The two Agencies have agreed to further evaluate whether other food importers would be able to participate successfully in the CSA Program while ensuring compliance with Government of Canada requirements.

Background

Initiated in 2001, the CBSA CSA Program is an established mechanism for approved commercial clients to clear low-risk shipments (historically non-food products) originating from the United States and/or Mexico in an expedited fashion. The Program is designed for low-risk, pre-approved importers, carriers and registered drivers. To participate, the importers, carriers and drivers must undergo a risk assessment, and importers must demonstrate that they have systems and processes in place to meet reporting requirements, including providing detailed product descriptions upon request. Benefits for importers include a simplified accounting and payment process for all imported goods and expedited reporting at the border. The standard commercial import process of food products requires importers to submit pre-entry transaction data to obtain CFIA approvals. Unlike the standard commercial import process, the CSA Program does not require importers to submit pre-entry transaction data. Due to the differences in the submission of transaction data, food products have historically not been allowed on the CSA Program.

Seeking to maximize the Program's effectiveness and facilitate trade across the Canada-United States border, the two Agencies committed to a one-year pilot project to test the Program in the processed foods sector as part of the Canada-United States Beyond the Border Action Plan.

The pilot was limited to a large, fully integrated importer and a limited selection of food products (e.g. cake mix, spices, confectionary) originating from the United States.

The Pilot Study

The CBSA, CFIA and an importer collaborated on the pilot that occurred over approximately 18 months between 2011 and 2013. These participants explored whether an importer could properly clear selected low-risk food products from the United States through the CSA process.
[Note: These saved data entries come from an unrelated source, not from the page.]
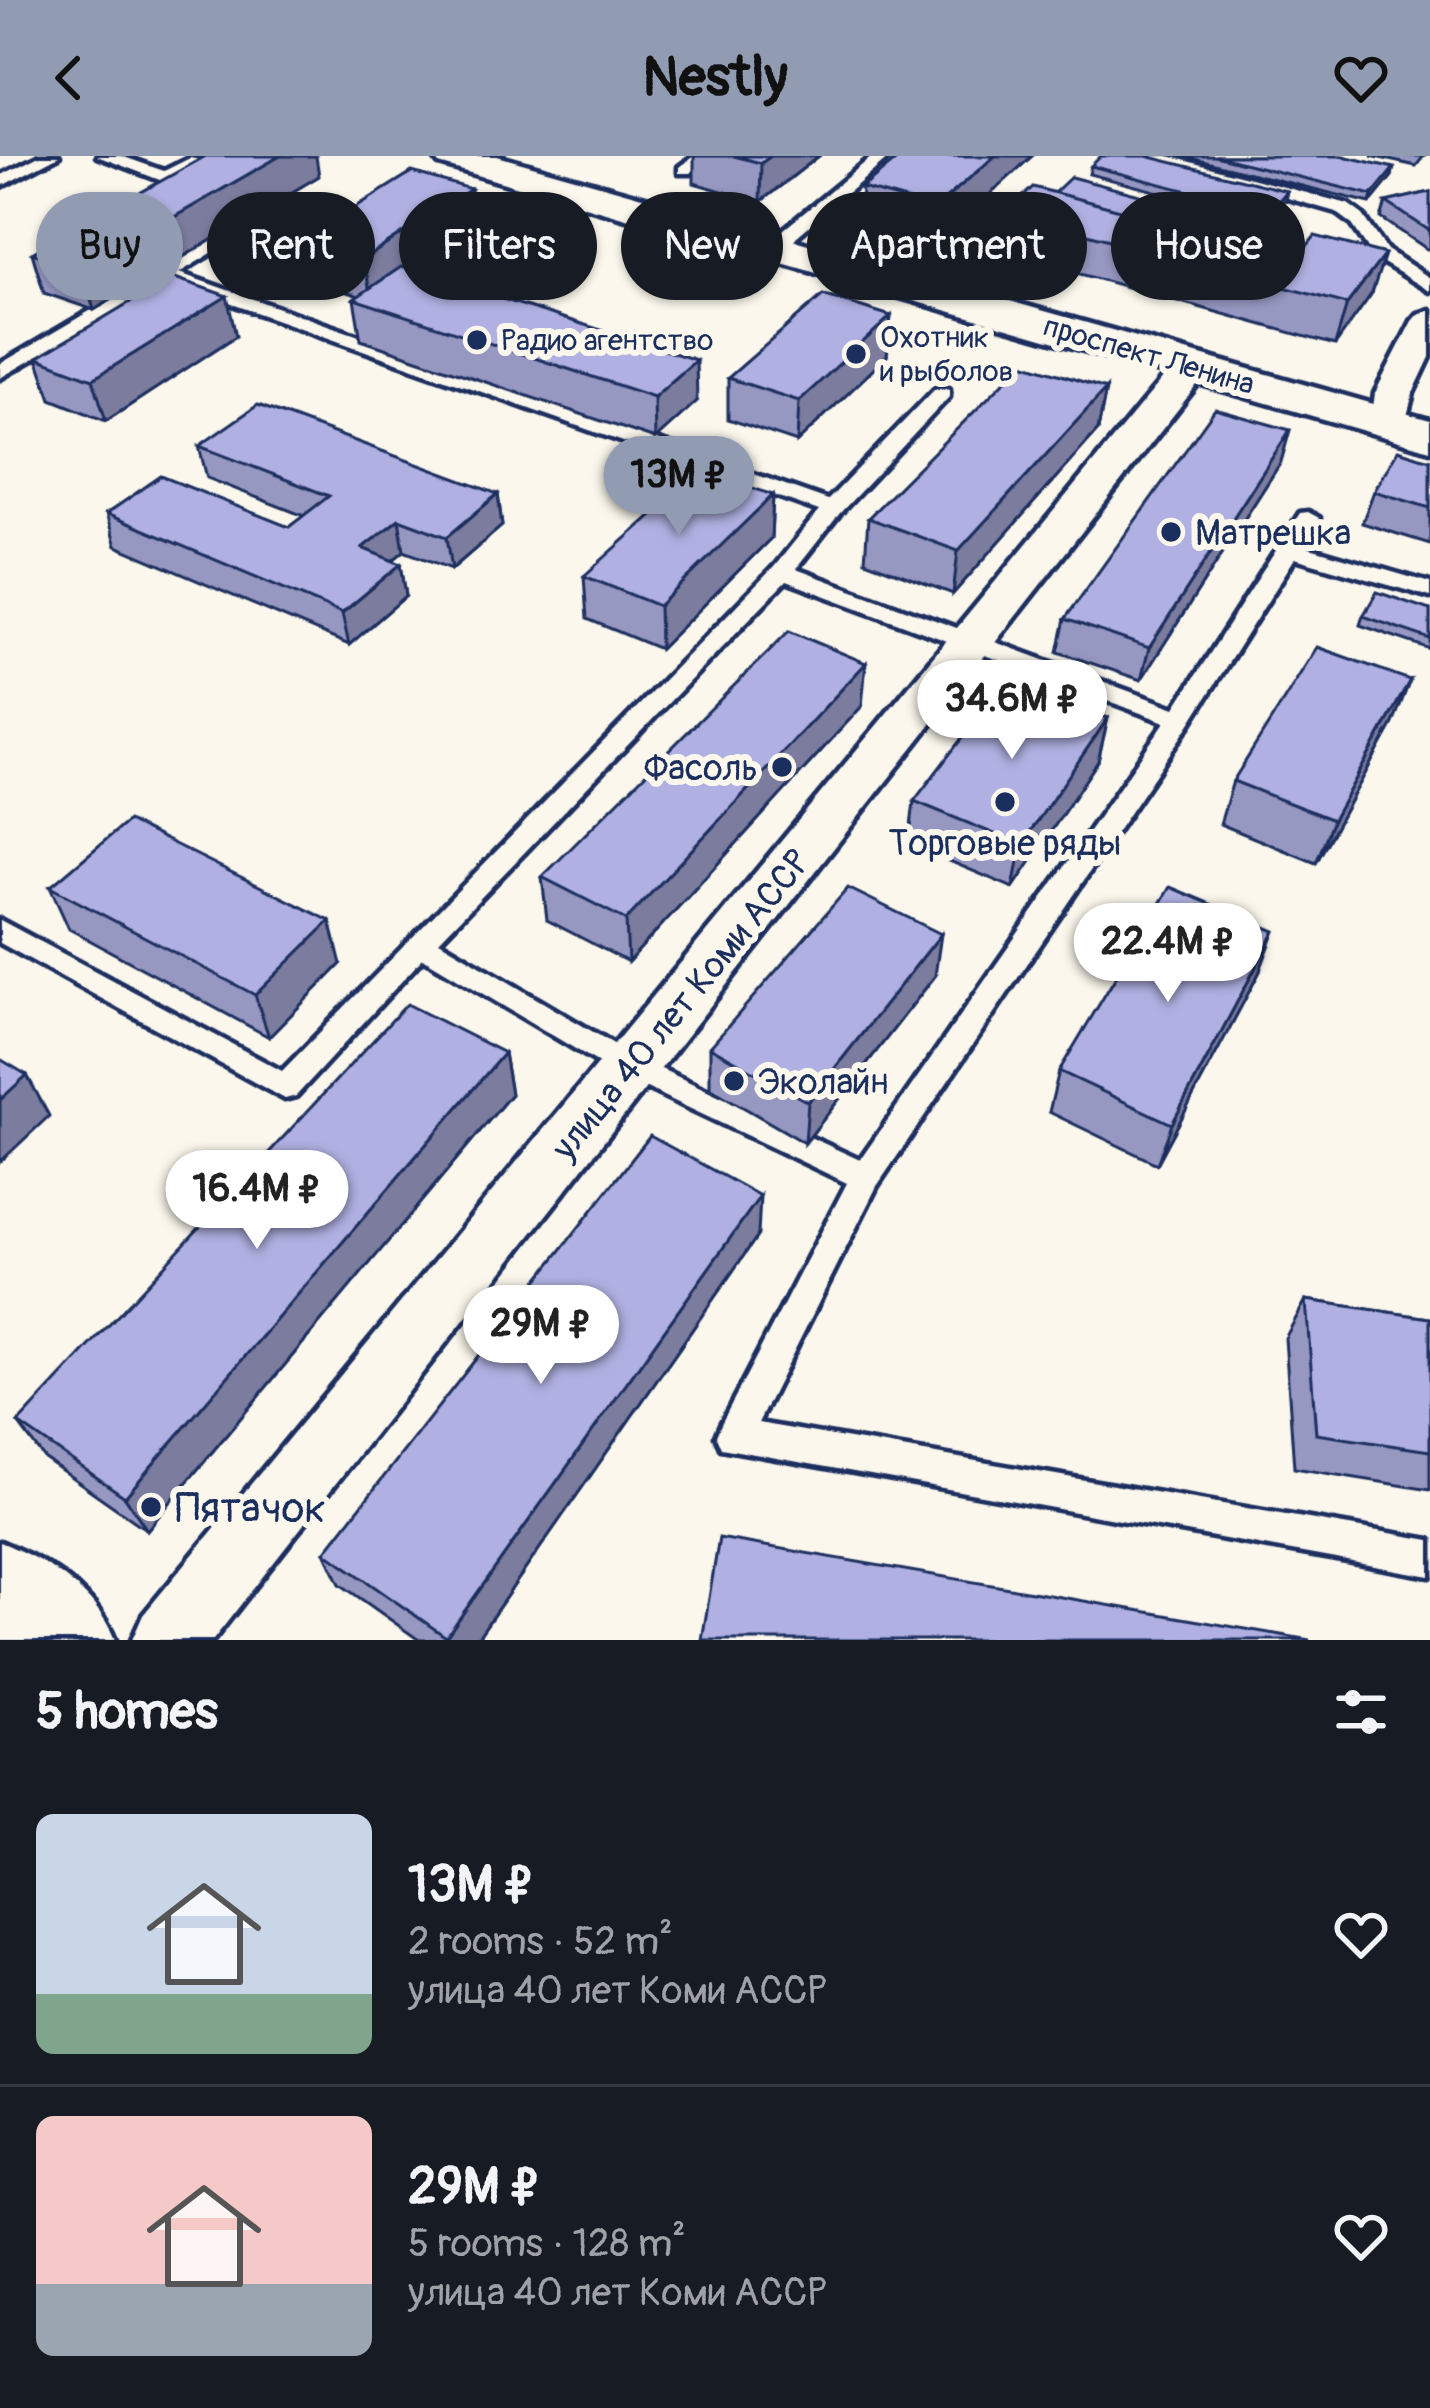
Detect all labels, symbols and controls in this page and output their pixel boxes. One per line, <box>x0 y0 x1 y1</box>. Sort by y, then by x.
text: Nestly <box>643 44 787 112</box>
icon: back <box>36 45 102 111</box>
icon: heart <box>1328 45 1394 111</box>
chip: Buy <box>36 192 183 300</box>
chip: Rent <box>207 192 375 300</box>
chip: Filters <box>399 192 597 300</box>
chip: New <box>621 192 783 300</box>
chip: Apartment <box>807 192 1087 300</box>
chip: House <box>1111 192 1305 300</box>
street label: проспект Ленина <box>1039 308 1259 403</box>
place label: Охотник и рыболов <box>880 319 1013 390</box>
place label: Радио агентство <box>501 322 713 359</box>
marker: Радио агентство <box>464 327 490 353</box>
marker: Охотник и рыболов <box>843 341 869 367</box>
pin: 13M ₽ <box>595 436 763 538</box>
text: 13M ₽ <box>631 450 727 499</box>
place label: Матрешка <box>1195 511 1351 556</box>
marker: Матрешка <box>1158 519 1184 545</box>
pin: 34.6M ₽ <box>901 660 1123 762</box>
text: 34.6M ₽ <box>944 674 1080 723</box>
place label: Фасоль <box>644 746 758 791</box>
marker: Фасоль <box>769 754 795 780</box>
marker: Торговые ряды <box>992 789 1018 815</box>
place label: Торговые ряды <box>889 821 1122 866</box>
street label: улица 40 лет Коми АССР <box>541 841 820 1170</box>
pin: 22.4M ₽ <box>1057 903 1279 1005</box>
text: 22.4M ₽ <box>1101 917 1235 966</box>
place label: Эколайн <box>758 1060 888 1105</box>
marker: Эколайн <box>721 1068 747 1094</box>
pin: 16.4M ₽ <box>146 1150 368 1252</box>
text: 16.4M ₽ <box>192 1164 322 1213</box>
pin: 29M ₽ <box>457 1285 625 1387</box>
text: 29M ₽ <box>490 1299 592 1348</box>
place label: Пятачок <box>175 1483 326 1535</box>
marker: Пятачок <box>138 1494 164 1520</box>
icon: filters <box>1328 1679 1394 1745</box>
text: 5 homes <box>36 1680 218 1744</box>
text: 13M ₽ <box>408 1853 535 1917</box>
icon: home <box>132 1862 276 2006</box>
icon: heart <box>1328 1901 1394 1967</box>
text: 2 rooms · 52 m² <box>408 1917 673 1966</box>
text: улица 40 лет Коми АССР <box>408 1966 827 2015</box>
text: 29M ₽ <box>408 2155 541 2219</box>
icon: home <box>132 2164 276 2308</box>
icon: heart <box>1328 2203 1394 2269</box>
text: 5 rooms · 128 m² <box>408 2219 686 2268</box>
text: улица 40 лет Коми АССР <box>408 2268 827 2317</box>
It was a fundamental principle of the pilot that the food safety of products imported under the pilot would not be compromised.

Objectives

The objectives of the pilot were to:

  • test the feasibility of allowing the importation of processed, prepackaged foods from the United States into Canada under the CSA Program while continuing to meet or exceed CFIA food safety objectives; and
  • develop and examine CSA Program modifications where deemed necessary for product tracking and traceability purposes, such as in transactional data reporting and communications.

Methodology

The pilot was a collaborative project involving the CBSA, the CFIA and a large, fully integrated food company. For the purposes of the pilot, the CSA Program was adapted to include clearance of selected regulated low-risk food products. The participants undertook to enter into an agreement defining the conditions of the pilot and requiring that the importer submit import transaction data after entering the country.

During the pilot the participants explored whether the importer could properly clear a limited selection of low-risk foods from the United States through Canadian customs using the CSA process. Participants also undertook a tabletop exercise to examine the communication and response implications of the CSA Program for the CFIA and its partners in a mock food safety incident scenario. The scenario was an important component of testing the importer's ability to trace and control food products in the event of a food safety incident.
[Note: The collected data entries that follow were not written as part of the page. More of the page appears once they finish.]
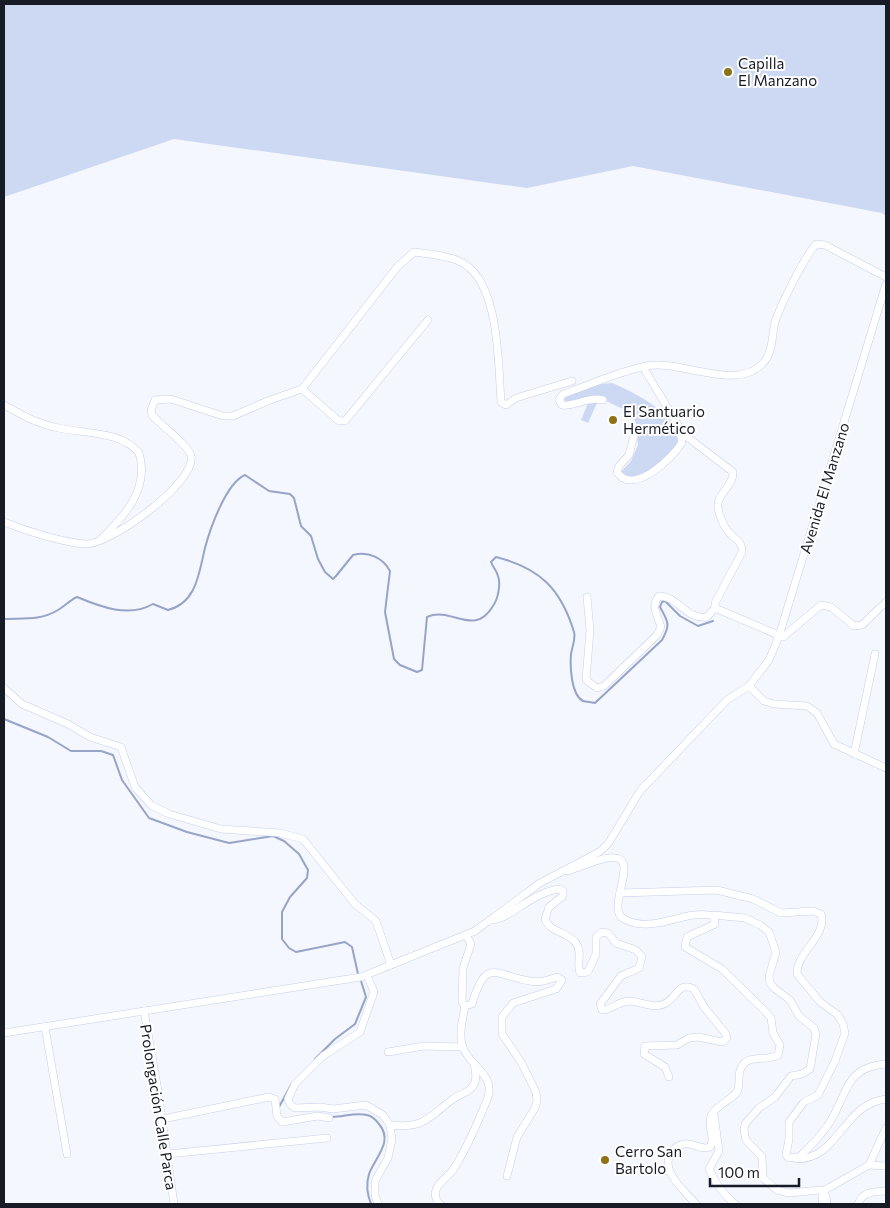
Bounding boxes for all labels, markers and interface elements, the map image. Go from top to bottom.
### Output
place label: Capilla El Manzano [738,54,817,89]
marker: Capilla El Manzano [722,66,734,78]
place label: El Santuario Hermético [623,402,705,437]
marker: El Santuario Hermético [607,414,619,426]
street label: Avenida El Manzano [796,420,853,556]
street label: Prolongación Calle Parca [137,1023,181,1191]
place label: Cerro San Bartolo [615,1142,682,1177]
marker: Cerro San Bartolo [599,1154,611,1166]
scale bar [710,1156,799,1188]
text: 100 m [718,1163,760,1181]

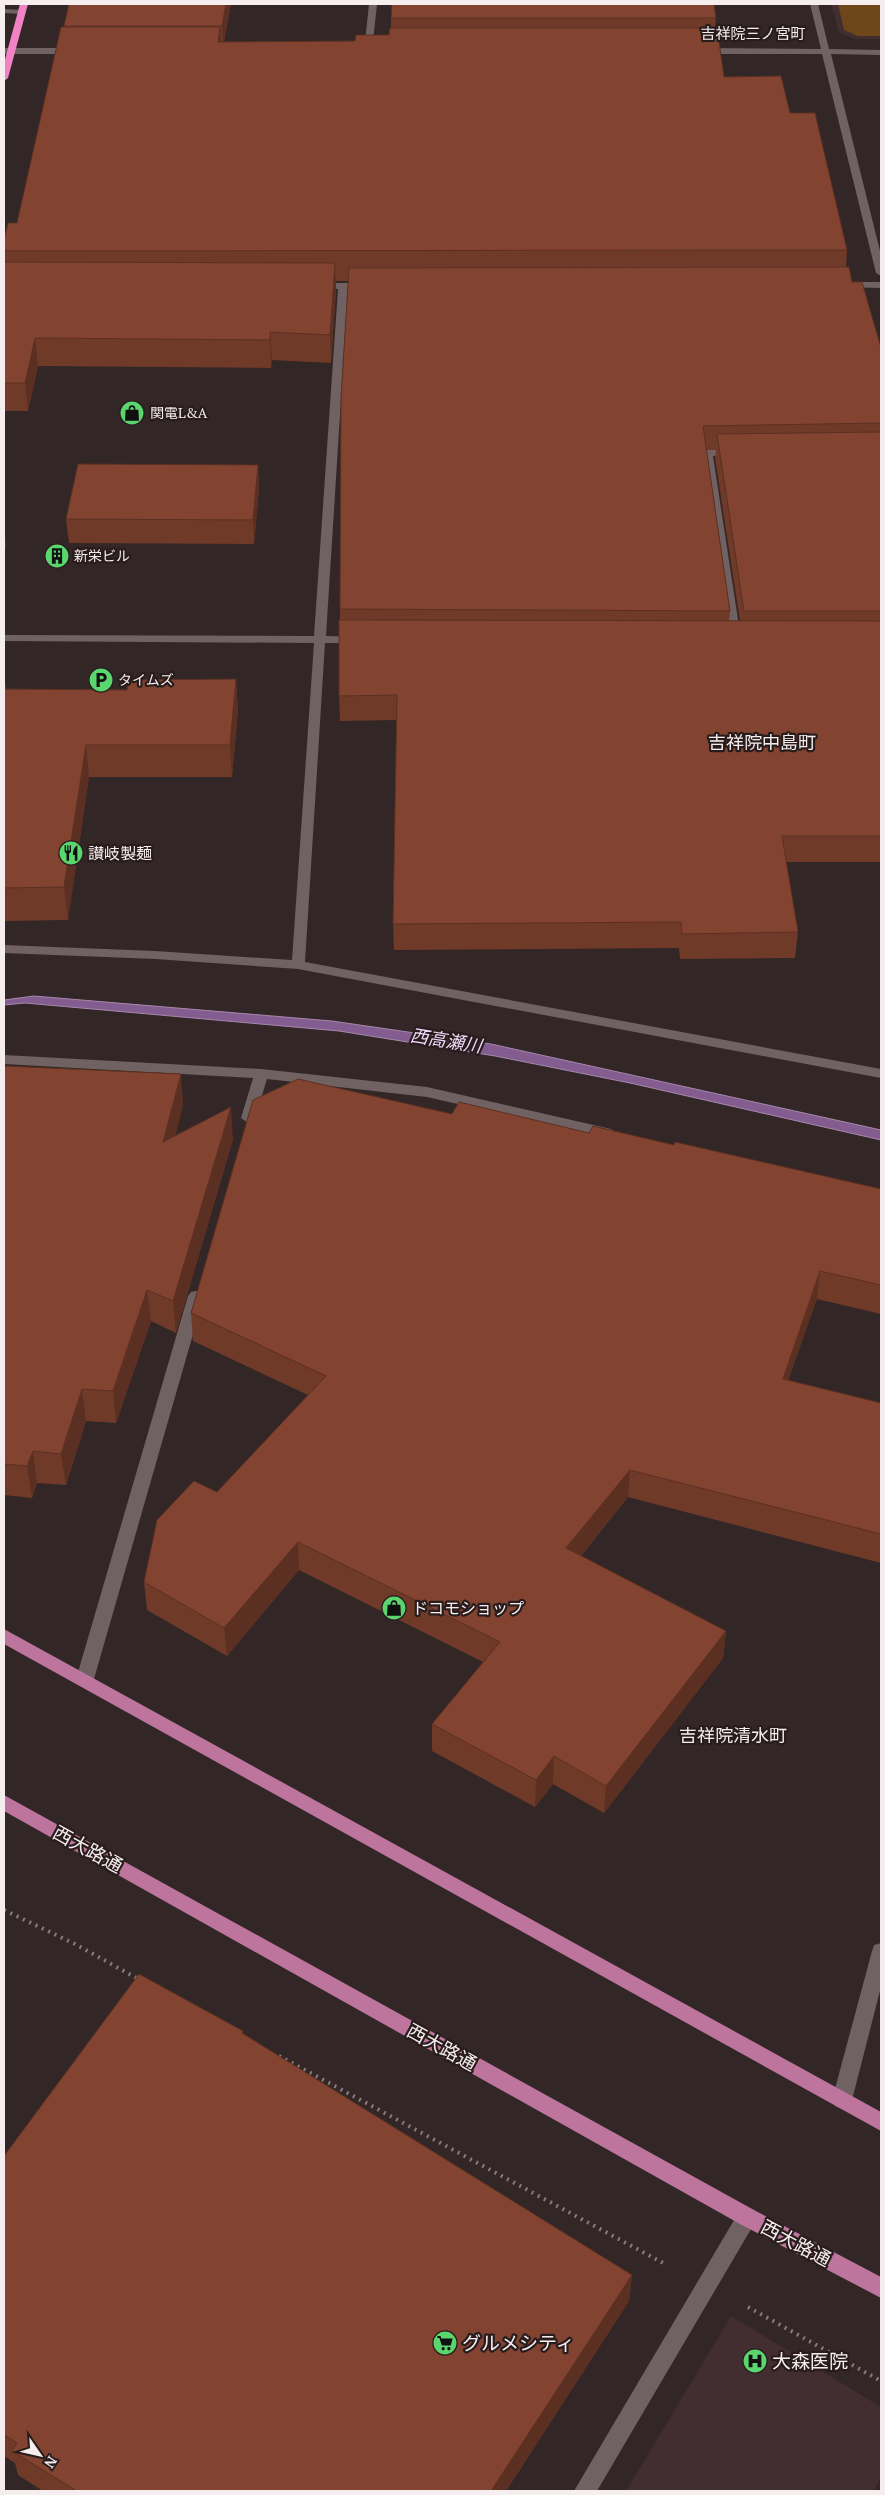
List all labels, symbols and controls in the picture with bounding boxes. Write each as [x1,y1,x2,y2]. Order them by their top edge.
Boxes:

The following criteria were assessed during the CSA pilot:

  • the timeliness with which the importer could submit transaction and product data to the CFIA after the shipments were imported into Canada;
  • the effectiveness with which the participants could mitigate communication gaps and respond to food safety incidents involving the products being imported; and
  • the ability of the importer to comply with the CSA Program modifications imposed during the food CSA pilot.

Results and Key Findings

  • The pilot confirmed a significant gap in how information, such as import transaction data containing detailed product descriptions, was exchanged, thereby affecting the CFIA's ability to effectively identify and track foods imported into Canada.

    To address this gap, the importer was able to provide import transaction data electronically to the CFIA in a timely manner after food products were imported into Canada.

  • Introducing import restrictions in the event of a food safety incident proved challenging in a CSA environment.

    To address this challenge, participants successfully tested a protocol to identify and control food products in the event of a food safety incident, thereby confirming the ability of the CFIA and its partners' ability to continue to effectively respond and communicate during food safety incidents. However, this protocol relied heavily on a chain of person-to-person communications that was resource intensive and introduced the risk of human error.

  • The exercises revealed that the importer had processes in place to respond to, manage and mitigate food safety risks.

    The importer's processes and advanced IT systems proved to be effective during mock food safety incidents conducted through simulation exercises.

  • Participation in the CSA Program resulted in benefits for the participating importer, in part because the importer was able to address the CSA Program modifications during the pilot.

    As a participant in the pilot, the importer reaped the benefits of expedited border clearance. All of the importer's CSA shipments were subjected to the same level of scrutiny as non-CSA shipments by the CBSA at the border. The importer was able and willing to address the CSA Program modifications introduced as part of the pilot.

Conclusions

The pilot provided opportunities to identify and address issues with the existing CSA process, as it would apply to shipments of low-risk, processed, pre-packaged food items. The additional processes put in place by the CBSA and the CFIA during the pilot to address gaps related to information exchange, notification, and traceability were effective but resource-intensive, largely because they depended on a manual, person-to-person communication process. Additionally, the pilot determined that the importer had advanced systems in place in order to manage import processes under CSA and to respond to, mitigate and manage risks in the event of a food safety incident.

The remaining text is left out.